Constructing the generalized Gibbs ensemble after a quantum quench

TL;DR

This paper develops a numerical method to study the long-term out-of-equilibrium dynamics of a 1D Bose gas after a quantum quench and constructs the generalized Gibbs ensemble for integrable models, comparing predictions with observed dynamics.

Contribution

It introduces a numerical renormalization group approach for the Lieb-Liniger model and provides a general construction of the generalized Gibbs ensemble for integrable systems.

Findings

The method tracks dynamics to infinite time.

The generalized Gibbs ensemble accurately predicts long-term behavior.

Comparison shows good agreement between theory and simulation.

Abstract

Using a numerical renormalization group based on exploiting an underlying exactly solvable non- relativistic theory, we study the out-of-equilibrium dynamics of a 1D Bose gas (as described by the Lieb-Liniger model) released from a parabolic trap.
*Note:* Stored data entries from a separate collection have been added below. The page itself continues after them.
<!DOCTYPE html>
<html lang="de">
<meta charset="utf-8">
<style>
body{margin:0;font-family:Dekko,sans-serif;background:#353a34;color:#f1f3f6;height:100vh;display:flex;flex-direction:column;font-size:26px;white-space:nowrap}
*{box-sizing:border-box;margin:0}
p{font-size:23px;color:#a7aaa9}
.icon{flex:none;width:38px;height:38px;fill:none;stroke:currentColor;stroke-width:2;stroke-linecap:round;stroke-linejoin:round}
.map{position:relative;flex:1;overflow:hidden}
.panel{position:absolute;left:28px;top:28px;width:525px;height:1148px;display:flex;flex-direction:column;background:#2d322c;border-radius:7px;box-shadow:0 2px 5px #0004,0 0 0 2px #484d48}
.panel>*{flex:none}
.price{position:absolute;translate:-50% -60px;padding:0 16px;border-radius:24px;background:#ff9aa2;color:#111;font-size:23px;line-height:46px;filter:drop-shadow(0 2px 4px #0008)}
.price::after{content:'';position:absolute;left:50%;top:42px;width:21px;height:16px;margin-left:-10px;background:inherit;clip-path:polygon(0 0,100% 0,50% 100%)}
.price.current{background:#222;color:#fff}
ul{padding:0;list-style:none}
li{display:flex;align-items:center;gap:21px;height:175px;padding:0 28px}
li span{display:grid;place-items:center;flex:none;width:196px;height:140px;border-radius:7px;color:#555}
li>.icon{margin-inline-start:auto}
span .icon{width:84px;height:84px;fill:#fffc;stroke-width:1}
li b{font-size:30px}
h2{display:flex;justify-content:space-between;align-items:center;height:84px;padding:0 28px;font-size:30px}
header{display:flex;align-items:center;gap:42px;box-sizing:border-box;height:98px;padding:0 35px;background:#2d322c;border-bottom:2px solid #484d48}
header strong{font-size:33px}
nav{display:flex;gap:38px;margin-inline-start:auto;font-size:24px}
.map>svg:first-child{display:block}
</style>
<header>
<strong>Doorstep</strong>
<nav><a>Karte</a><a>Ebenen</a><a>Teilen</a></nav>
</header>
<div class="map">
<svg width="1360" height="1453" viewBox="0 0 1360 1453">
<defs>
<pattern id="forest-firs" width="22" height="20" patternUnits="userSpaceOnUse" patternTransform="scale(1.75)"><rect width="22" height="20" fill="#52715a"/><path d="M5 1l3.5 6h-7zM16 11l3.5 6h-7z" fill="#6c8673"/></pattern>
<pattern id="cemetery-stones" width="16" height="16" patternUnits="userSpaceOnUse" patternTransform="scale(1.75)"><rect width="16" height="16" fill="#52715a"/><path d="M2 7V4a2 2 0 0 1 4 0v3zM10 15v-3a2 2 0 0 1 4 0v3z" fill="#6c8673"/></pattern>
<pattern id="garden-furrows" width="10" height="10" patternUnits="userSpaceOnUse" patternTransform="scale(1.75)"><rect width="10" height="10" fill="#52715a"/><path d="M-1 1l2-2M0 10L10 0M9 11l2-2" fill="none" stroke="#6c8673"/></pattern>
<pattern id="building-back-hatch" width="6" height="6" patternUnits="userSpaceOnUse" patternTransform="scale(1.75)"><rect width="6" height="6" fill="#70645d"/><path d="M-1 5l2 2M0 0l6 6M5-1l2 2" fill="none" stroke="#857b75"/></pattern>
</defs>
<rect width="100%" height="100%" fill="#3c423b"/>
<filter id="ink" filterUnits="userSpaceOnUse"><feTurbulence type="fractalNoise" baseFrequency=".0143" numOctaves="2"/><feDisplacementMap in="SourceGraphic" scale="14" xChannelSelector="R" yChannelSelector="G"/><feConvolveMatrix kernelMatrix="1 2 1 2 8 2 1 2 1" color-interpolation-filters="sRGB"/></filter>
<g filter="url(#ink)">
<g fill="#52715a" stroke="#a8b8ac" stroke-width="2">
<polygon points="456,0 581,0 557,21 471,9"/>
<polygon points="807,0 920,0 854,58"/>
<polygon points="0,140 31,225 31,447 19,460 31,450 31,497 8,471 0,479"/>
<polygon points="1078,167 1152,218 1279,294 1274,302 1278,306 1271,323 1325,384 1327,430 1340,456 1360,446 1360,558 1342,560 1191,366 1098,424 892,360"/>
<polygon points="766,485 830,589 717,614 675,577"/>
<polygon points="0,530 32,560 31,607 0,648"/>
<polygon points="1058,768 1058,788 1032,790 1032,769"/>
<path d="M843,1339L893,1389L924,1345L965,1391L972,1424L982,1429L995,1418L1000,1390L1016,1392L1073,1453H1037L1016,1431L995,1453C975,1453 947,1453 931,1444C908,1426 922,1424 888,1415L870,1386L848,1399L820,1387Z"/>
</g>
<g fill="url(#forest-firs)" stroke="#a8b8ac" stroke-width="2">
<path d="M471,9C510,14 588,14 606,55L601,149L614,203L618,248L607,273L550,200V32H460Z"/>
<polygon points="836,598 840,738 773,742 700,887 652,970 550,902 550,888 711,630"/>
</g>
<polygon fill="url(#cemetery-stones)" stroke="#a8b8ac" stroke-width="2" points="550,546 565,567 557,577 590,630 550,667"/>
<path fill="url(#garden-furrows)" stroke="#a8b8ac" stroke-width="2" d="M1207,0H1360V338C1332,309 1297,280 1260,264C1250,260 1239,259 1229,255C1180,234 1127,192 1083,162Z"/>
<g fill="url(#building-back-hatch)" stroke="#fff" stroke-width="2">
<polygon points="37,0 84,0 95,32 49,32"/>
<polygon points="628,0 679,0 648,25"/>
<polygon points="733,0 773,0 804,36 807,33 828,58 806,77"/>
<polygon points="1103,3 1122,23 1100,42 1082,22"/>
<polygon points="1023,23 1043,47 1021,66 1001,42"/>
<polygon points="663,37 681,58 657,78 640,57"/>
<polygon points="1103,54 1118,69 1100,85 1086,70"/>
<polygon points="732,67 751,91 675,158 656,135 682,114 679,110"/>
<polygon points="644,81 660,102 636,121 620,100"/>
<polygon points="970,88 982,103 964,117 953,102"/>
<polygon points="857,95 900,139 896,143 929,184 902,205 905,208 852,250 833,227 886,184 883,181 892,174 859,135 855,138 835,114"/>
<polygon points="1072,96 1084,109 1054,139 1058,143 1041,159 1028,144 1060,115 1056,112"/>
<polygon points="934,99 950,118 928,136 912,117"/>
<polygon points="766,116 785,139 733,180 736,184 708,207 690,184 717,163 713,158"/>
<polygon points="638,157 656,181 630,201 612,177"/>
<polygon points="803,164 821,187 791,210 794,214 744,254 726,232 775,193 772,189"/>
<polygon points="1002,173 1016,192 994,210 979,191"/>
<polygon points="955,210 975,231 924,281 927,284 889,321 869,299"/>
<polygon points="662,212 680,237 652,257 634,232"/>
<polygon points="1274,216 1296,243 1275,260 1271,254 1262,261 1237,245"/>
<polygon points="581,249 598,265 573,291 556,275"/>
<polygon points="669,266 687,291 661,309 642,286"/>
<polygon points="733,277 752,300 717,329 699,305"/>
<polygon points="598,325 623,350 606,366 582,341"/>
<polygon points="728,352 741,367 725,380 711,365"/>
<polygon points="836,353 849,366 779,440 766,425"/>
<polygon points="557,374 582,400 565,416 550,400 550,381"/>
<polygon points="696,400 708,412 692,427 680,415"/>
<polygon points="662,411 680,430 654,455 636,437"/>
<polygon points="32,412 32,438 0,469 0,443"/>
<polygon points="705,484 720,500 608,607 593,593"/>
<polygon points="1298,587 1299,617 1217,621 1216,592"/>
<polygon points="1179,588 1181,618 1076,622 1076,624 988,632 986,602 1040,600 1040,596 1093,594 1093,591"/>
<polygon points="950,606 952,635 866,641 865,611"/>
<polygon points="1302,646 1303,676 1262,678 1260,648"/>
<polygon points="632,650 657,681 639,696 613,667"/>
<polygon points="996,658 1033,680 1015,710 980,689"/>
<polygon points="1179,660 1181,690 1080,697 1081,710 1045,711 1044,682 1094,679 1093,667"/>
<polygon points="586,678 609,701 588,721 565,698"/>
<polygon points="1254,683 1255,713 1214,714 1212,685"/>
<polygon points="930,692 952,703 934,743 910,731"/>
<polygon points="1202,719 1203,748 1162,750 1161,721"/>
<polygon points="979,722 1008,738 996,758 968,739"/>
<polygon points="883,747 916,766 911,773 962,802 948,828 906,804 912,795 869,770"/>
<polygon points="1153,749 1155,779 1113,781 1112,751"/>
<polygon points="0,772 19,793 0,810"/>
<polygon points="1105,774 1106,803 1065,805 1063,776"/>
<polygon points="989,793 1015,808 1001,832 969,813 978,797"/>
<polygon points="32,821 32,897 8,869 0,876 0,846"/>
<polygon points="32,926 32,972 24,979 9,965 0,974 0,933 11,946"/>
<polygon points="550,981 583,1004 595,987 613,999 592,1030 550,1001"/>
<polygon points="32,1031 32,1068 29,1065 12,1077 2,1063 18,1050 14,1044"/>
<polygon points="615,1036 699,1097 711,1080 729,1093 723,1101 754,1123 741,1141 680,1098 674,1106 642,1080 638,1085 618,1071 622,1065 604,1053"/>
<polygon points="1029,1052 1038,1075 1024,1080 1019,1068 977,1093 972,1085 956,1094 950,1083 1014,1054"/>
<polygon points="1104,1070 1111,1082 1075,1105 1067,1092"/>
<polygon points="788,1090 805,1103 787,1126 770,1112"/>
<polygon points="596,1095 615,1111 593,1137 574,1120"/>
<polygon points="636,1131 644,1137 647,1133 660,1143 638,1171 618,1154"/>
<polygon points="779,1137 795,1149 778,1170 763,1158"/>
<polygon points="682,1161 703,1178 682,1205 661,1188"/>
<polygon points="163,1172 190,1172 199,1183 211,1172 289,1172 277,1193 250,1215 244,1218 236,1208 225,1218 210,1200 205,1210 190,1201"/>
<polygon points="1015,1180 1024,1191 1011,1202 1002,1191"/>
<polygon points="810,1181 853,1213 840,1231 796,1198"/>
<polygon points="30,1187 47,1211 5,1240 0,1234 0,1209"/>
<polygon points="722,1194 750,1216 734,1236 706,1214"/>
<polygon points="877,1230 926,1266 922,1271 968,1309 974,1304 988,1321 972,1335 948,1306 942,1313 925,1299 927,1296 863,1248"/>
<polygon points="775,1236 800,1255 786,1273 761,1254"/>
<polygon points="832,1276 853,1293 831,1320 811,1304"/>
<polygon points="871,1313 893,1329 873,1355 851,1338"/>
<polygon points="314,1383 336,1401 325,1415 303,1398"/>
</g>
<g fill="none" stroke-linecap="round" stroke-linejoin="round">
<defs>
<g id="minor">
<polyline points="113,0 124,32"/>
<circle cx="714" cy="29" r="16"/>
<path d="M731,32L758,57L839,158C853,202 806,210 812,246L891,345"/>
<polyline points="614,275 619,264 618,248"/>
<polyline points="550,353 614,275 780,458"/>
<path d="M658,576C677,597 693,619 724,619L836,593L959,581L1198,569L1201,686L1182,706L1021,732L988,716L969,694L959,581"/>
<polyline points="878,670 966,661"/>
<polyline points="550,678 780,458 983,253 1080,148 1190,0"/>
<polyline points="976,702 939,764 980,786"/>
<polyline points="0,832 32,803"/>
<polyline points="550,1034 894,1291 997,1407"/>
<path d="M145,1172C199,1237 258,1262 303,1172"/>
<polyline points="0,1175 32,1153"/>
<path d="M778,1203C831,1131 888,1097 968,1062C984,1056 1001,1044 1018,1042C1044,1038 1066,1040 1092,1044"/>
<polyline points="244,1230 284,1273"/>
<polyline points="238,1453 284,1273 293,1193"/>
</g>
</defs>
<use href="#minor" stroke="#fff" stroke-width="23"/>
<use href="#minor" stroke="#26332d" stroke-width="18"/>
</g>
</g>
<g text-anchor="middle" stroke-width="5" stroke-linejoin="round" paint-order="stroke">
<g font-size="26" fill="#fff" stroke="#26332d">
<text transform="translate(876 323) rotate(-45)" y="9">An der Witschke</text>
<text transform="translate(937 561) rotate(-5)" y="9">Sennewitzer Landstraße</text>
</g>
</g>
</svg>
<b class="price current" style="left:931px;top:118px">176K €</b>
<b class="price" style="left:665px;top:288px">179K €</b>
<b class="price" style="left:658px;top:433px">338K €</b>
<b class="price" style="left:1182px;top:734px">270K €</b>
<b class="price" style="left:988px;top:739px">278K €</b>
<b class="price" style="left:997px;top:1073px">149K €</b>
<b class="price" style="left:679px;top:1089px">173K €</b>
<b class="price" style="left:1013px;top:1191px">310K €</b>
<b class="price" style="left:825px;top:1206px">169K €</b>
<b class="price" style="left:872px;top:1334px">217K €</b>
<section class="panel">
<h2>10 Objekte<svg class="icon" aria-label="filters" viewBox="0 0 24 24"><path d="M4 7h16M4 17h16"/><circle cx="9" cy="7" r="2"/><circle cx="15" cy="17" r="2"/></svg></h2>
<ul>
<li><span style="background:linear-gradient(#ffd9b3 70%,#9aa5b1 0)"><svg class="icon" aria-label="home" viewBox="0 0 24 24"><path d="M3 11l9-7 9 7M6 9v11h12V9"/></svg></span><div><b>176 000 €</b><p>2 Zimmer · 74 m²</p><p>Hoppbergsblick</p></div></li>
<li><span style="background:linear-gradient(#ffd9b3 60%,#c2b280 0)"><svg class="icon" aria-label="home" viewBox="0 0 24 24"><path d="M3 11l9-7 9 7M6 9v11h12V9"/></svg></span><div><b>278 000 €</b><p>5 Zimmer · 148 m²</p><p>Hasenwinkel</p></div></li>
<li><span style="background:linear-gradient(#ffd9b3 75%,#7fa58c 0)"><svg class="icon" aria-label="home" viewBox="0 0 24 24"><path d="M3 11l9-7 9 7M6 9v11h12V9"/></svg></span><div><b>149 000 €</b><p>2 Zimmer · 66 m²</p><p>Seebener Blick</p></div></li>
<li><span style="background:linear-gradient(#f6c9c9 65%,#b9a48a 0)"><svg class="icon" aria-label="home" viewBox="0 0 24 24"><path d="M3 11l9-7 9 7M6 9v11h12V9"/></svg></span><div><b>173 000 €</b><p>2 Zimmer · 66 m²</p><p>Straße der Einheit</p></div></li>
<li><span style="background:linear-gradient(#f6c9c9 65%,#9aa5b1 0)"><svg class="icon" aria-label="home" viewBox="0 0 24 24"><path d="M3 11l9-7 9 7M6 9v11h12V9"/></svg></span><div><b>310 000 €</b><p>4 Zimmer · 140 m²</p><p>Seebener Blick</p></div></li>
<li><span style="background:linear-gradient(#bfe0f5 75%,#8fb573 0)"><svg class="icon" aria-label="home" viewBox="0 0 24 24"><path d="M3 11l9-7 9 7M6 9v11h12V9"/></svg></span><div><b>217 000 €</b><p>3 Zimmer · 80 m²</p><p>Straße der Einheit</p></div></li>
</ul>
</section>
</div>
Our method allows us to track the post-quench dynamics of the gas all the way to infinite time. We also exhibit a general construction, applicable to all integrable models, of the thermodynamic ensemble that has been suggested to govern this dynamics, the generalized Gibbs ensemble. We compare the predictions of equilibration from this ensemble against the long time dynamics observed using our method.